Responding to yesterday’s news that unemployment among graduates in England and Wales is at its highest in almost two decades, Paul MacKenzie-Cummins, one of the UK’s leading careers experts and director of Newport-based MacKenzie-Cummins PR - a public relations firm specialising in the recruitment industry, said that today’s graduates lack the know-how to get a job.
“Competition for jobs among graduates is more intense than at any stage since 1993, with an average of 69 applications per graduate job,” he said. “But many graduates continue to put their chance are job success in jeopardy by their inability to make themselves stand out from the crowd.
“With most large-scale graduate employers having scaled down their annual intake of newly qualified graduates over the last two years combined with the recently announced cut of some 490,000 public sector jobs over the next five years, the prospects for graduates looking for their first steps on the career ladder seem to be muted at best,” said MacKenzie-Cummins.

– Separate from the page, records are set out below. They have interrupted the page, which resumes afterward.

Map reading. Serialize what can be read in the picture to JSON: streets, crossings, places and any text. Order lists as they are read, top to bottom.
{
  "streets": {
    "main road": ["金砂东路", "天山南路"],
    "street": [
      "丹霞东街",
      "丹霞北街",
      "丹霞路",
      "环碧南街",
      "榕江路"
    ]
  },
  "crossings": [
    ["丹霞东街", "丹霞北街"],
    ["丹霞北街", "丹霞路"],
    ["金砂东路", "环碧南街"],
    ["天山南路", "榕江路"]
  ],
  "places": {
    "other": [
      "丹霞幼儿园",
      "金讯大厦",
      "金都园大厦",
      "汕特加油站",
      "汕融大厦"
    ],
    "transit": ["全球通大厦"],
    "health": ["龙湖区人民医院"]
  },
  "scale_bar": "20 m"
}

“But they can improve their prospects by understanding what employers are really looking for and marking themselves accordingly.”

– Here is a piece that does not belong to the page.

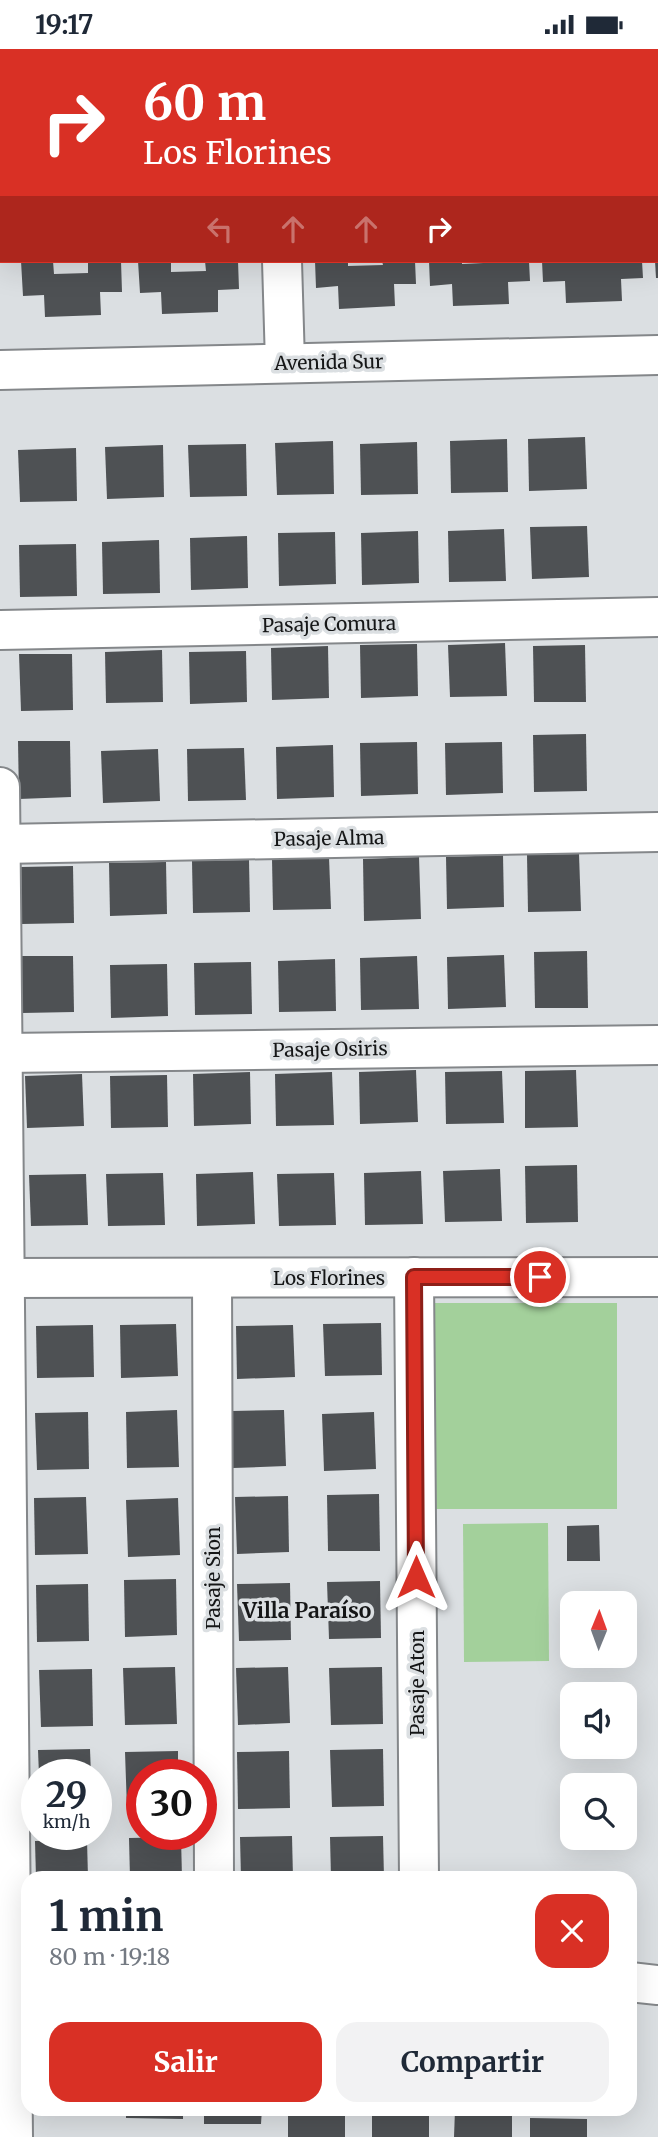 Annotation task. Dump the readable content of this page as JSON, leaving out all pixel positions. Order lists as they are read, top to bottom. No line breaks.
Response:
{"streets":{"street":["Avenida Sur","Pasaje Comura","Pasaje Alma","Pasaje Osiris","Los Florines","Pasaje Sion","Pasaje Aton"]},"crossings":[["Los Florines","Pasaje Sion"],["Los Florines","Pasaje Aton"]],"districts":["Villa Paraíso"],"north":"top","page":{"status":"19:17","turn":["60 m","Los Florines"],"speed":"29 km/h","limit":"30","heading":["1 min","80 m · 19:18"],"buttons":["Salir","Compartir"]}}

According to MacKenzie-Cummins, looking for a job is an exercise in marketing whereby the product (the job seeker) must match the requirements that the buyer (the employer) is looking for. Employers don’t want to read a never-ending list of skills on a CV; they want the CV to answer one simple question: What will this person do for my business?
“Graduate applicants need to demonstrate that they have as many of the key skills needed for the role they are applying for by bring them to life. So instead of listing what is little more than a set of adjectives, explain how you have used these skills in a work situation,” said MacKenzie-Cummins.
“Some of these skills could have been gained through non-work related activities or during a work experience placement - you are selling your ‘potential’ not necessarily your ‘proven’ ability.”
Yesterday the Higher Education Careers Services Unit (HECSU) revealed that graduate unemployment is at its highest in 17 years at 8.9 per cent. Their report, entitled What Do Graduates Do?, found that over the last year, graduate unemployment has risen by a further 21,020 students who graduated in 2009 and were known to be without work in January 2010. The last time it reached this level was 1993 (10.5 per cent).